### WHAT TO DO
State the number of lines in these records that include the string "bubble", and say nothing more.

### RECORDS PROVIDED
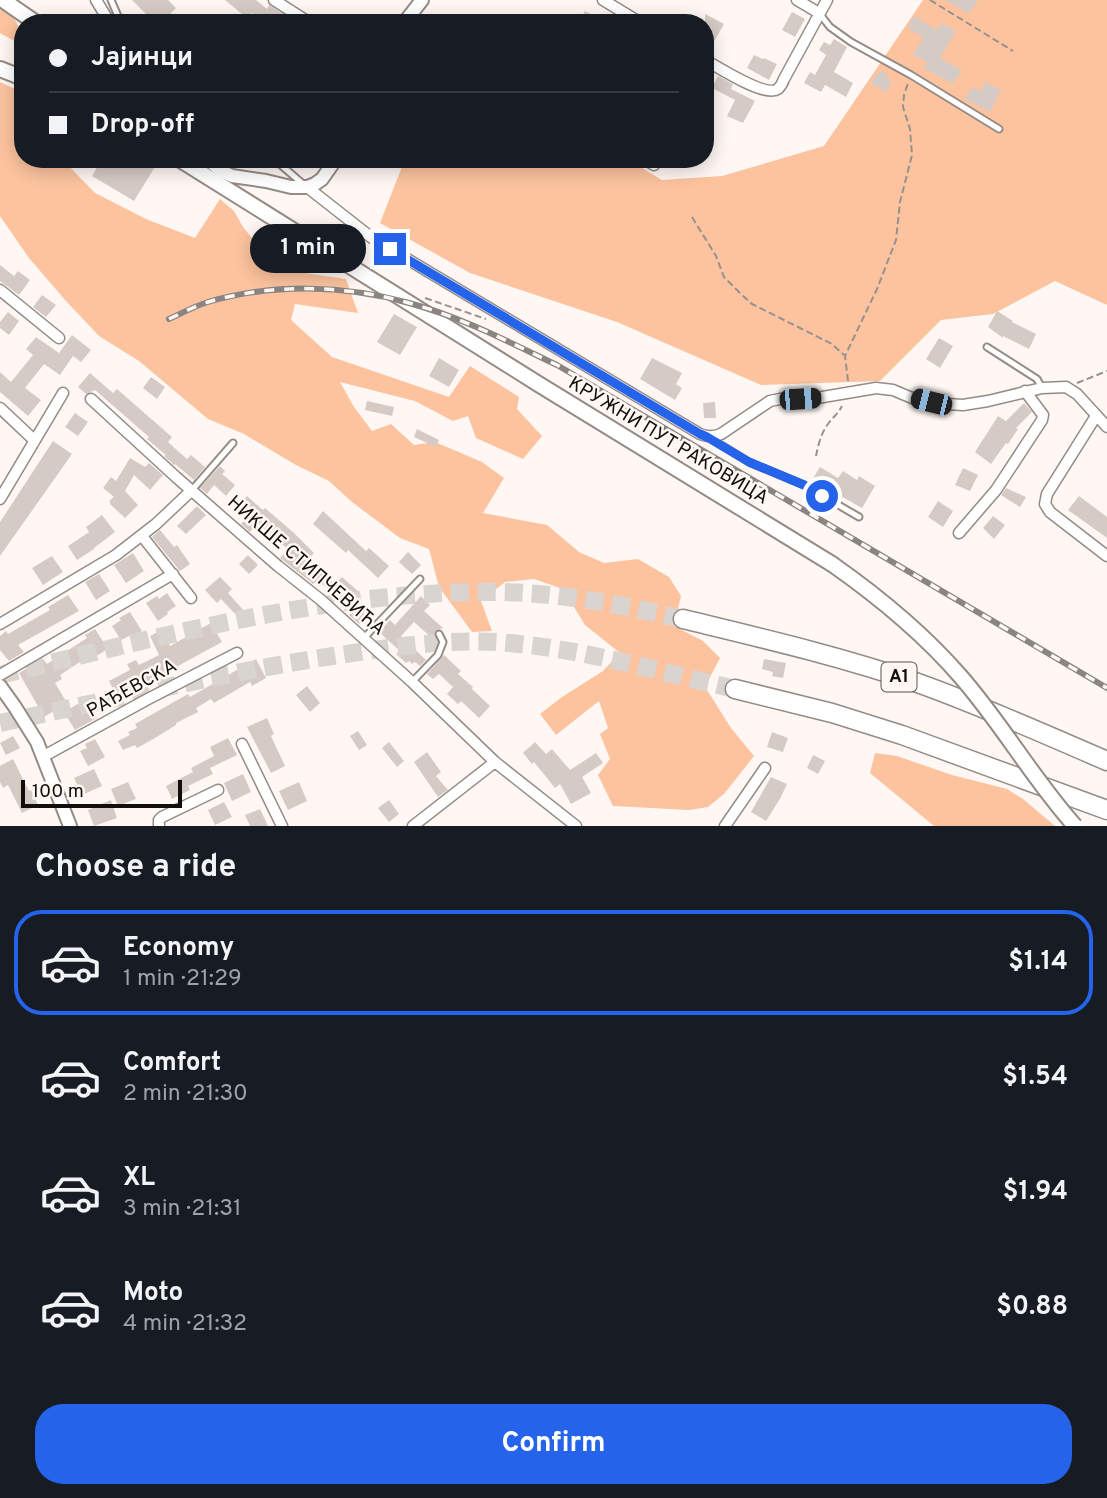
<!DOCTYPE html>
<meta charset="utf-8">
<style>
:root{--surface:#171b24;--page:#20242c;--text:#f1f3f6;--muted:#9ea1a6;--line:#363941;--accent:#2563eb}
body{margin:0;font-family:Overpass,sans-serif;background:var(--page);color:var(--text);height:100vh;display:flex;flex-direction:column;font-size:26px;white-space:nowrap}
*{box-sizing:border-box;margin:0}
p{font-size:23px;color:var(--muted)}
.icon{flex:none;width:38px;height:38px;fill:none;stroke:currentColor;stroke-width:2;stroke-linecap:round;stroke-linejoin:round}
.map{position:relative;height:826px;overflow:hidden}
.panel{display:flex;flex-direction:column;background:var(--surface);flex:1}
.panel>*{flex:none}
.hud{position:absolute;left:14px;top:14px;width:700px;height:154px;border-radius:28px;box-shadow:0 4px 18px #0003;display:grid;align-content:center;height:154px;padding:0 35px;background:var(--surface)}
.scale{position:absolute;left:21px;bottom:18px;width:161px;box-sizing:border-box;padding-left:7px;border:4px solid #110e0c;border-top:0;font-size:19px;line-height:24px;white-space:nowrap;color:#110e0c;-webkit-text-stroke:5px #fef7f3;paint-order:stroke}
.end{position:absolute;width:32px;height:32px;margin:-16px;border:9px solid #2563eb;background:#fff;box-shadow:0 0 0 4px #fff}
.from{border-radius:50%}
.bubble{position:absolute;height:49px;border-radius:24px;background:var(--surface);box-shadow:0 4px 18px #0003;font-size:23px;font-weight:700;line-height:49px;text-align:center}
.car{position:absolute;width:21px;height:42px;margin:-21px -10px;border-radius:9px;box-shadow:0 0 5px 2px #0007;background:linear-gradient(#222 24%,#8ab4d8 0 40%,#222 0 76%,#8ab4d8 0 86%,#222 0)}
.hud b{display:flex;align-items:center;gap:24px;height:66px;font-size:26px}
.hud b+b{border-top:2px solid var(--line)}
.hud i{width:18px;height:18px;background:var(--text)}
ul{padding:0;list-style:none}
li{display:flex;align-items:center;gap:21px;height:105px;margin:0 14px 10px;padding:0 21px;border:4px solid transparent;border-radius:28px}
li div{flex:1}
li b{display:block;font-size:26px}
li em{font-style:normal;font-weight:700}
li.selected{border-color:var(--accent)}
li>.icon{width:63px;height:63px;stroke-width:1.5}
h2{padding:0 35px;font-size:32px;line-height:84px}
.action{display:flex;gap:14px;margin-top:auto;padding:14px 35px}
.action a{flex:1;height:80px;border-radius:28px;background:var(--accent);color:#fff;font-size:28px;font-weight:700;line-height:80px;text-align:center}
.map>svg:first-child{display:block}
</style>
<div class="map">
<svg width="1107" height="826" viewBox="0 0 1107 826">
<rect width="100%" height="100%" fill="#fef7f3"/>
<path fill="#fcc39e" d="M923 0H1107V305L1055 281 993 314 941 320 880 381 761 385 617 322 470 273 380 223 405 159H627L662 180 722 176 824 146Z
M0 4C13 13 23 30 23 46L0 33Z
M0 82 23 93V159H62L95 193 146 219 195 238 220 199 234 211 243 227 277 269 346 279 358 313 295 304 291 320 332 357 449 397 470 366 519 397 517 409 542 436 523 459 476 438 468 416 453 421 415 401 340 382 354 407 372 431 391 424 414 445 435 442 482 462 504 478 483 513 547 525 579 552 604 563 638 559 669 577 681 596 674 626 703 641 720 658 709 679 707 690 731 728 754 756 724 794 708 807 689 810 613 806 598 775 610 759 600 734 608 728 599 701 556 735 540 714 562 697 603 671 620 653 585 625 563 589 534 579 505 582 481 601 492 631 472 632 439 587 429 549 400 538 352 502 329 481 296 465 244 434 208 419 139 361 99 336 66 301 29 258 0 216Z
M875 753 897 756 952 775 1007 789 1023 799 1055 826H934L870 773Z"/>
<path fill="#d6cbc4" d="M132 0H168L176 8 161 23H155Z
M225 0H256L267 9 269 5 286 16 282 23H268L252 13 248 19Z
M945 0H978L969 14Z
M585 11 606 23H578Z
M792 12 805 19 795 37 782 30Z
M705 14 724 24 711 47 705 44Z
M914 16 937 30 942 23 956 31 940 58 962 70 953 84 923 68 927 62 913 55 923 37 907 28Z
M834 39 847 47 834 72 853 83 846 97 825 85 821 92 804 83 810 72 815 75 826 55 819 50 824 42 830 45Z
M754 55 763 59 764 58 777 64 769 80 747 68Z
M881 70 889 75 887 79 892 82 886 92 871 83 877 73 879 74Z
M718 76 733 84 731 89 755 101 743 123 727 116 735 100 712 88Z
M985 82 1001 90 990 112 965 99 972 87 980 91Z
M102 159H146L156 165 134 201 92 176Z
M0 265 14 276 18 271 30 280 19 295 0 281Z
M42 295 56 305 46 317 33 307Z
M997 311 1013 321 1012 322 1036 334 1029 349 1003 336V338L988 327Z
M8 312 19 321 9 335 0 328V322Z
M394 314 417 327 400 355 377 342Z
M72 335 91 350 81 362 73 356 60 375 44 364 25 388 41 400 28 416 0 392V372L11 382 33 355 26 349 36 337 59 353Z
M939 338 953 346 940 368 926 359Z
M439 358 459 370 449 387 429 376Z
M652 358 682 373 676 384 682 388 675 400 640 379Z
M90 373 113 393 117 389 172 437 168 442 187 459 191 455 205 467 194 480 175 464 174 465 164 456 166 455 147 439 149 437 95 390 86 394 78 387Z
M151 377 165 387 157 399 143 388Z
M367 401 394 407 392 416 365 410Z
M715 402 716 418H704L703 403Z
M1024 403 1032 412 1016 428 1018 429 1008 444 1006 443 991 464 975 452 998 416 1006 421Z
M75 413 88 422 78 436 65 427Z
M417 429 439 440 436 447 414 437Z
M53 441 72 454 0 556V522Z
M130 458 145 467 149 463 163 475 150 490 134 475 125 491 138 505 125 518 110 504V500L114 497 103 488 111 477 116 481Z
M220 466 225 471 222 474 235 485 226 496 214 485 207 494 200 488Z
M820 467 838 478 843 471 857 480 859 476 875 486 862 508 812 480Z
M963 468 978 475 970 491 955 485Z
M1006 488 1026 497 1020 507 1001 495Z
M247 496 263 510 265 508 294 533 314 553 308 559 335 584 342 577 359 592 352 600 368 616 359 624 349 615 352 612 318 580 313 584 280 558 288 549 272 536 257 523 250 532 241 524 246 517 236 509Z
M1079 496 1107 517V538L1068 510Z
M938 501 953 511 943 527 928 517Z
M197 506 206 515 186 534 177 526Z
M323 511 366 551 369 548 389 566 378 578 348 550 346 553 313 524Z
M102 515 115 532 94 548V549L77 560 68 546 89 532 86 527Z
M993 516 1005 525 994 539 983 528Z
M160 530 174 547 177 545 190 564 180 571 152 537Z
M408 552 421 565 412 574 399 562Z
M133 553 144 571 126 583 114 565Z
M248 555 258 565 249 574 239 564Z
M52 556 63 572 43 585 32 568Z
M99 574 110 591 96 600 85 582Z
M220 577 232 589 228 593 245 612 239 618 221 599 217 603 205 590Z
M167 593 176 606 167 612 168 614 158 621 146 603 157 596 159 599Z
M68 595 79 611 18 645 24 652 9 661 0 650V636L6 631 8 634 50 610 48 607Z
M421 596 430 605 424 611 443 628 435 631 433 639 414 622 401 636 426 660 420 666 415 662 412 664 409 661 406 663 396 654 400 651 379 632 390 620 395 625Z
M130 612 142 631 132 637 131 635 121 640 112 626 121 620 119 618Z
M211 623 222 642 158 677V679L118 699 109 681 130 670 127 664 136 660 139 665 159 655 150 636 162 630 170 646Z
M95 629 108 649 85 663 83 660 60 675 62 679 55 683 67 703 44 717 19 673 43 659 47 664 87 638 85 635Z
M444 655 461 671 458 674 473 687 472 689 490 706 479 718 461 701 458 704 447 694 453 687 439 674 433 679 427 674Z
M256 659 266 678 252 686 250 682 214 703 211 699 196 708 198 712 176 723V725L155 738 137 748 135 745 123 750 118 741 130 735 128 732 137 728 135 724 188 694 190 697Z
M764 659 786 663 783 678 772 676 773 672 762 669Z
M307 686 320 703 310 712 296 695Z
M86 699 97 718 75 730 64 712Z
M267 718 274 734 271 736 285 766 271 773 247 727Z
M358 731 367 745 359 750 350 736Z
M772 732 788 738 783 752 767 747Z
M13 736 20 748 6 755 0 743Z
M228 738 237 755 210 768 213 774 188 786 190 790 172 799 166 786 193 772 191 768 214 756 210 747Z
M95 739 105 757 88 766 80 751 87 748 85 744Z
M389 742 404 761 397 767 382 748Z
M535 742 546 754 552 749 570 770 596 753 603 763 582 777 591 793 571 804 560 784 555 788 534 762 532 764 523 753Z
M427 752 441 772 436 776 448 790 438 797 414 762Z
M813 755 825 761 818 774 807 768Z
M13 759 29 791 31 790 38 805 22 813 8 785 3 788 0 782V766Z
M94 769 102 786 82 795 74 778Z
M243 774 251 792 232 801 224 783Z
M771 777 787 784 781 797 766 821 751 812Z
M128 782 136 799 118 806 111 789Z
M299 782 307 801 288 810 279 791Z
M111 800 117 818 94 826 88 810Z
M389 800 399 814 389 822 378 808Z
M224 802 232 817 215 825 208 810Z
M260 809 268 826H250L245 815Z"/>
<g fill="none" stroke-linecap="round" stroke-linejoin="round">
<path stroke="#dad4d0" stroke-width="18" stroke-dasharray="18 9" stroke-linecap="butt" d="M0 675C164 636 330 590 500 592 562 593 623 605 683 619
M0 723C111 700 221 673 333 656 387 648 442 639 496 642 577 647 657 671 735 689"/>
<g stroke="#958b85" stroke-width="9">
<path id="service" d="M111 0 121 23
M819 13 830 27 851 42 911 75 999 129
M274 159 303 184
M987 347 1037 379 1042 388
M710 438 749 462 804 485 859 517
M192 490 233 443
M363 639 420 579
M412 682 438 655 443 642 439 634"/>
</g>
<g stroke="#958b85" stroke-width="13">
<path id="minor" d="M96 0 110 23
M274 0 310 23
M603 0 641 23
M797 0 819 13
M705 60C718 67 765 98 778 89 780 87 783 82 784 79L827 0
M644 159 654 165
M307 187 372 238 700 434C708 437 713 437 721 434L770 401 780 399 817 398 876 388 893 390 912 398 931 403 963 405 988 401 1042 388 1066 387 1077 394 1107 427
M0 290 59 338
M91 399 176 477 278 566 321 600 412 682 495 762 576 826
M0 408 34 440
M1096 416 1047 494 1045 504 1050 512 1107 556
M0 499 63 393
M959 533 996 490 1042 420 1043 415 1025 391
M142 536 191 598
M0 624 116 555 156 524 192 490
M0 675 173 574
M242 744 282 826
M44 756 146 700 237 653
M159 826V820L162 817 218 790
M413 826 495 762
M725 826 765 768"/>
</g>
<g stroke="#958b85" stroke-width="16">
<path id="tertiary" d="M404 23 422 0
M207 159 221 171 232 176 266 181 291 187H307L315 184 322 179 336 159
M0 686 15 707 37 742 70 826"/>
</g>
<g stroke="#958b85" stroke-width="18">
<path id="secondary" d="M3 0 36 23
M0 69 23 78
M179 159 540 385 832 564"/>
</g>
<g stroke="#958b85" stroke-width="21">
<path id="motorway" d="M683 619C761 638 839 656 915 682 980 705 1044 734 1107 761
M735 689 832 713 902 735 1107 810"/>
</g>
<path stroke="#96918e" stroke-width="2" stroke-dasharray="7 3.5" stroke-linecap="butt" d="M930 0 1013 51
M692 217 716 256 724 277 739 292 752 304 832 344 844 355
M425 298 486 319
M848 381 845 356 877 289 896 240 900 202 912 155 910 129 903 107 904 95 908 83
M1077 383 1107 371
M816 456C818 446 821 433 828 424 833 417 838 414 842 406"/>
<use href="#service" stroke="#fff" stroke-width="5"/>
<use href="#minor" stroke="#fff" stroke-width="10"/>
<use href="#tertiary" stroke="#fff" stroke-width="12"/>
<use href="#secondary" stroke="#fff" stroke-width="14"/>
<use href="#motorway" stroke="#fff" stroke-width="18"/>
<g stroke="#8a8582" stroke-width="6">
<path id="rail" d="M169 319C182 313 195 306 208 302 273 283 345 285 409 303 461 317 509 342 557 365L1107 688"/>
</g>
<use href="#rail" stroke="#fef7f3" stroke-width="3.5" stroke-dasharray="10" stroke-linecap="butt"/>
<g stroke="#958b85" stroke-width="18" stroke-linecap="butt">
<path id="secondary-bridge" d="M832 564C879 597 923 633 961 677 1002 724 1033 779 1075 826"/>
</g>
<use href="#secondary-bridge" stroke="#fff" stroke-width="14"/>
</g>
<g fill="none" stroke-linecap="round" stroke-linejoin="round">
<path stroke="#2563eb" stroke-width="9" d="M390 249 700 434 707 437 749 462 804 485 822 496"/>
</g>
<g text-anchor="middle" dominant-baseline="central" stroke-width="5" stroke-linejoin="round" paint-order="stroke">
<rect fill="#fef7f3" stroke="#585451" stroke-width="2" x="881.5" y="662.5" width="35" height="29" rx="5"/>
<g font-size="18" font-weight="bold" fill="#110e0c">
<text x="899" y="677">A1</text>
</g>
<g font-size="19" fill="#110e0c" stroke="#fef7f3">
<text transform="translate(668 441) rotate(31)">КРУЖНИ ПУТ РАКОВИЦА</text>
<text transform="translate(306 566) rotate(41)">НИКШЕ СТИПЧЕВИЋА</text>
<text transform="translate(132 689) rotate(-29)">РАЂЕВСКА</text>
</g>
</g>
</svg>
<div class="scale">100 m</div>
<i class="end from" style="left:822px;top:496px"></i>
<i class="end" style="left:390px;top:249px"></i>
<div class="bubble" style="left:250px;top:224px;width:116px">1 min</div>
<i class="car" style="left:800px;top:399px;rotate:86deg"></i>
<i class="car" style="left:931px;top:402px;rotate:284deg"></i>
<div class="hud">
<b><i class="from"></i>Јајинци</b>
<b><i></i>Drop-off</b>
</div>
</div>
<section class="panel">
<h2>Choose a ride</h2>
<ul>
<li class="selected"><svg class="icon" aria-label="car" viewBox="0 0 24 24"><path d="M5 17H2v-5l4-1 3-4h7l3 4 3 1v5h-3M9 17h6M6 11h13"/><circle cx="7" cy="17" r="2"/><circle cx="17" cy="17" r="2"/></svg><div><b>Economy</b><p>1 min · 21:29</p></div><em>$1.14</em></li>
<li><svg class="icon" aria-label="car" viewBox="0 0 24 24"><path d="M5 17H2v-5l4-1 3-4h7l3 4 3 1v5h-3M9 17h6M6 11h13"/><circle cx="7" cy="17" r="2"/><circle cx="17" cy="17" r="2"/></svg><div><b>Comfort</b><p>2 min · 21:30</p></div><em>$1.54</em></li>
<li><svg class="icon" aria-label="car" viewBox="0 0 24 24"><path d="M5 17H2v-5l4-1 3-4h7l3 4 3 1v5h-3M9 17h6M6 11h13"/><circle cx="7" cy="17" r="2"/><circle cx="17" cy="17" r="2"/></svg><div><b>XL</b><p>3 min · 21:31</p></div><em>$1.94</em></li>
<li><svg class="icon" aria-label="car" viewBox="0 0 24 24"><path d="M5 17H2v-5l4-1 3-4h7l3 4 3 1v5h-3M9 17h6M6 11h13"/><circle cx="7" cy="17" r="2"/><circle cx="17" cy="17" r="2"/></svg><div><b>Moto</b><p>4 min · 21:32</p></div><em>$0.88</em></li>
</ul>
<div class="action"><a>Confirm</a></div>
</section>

### ANSWER TO THIS EXERCISE
2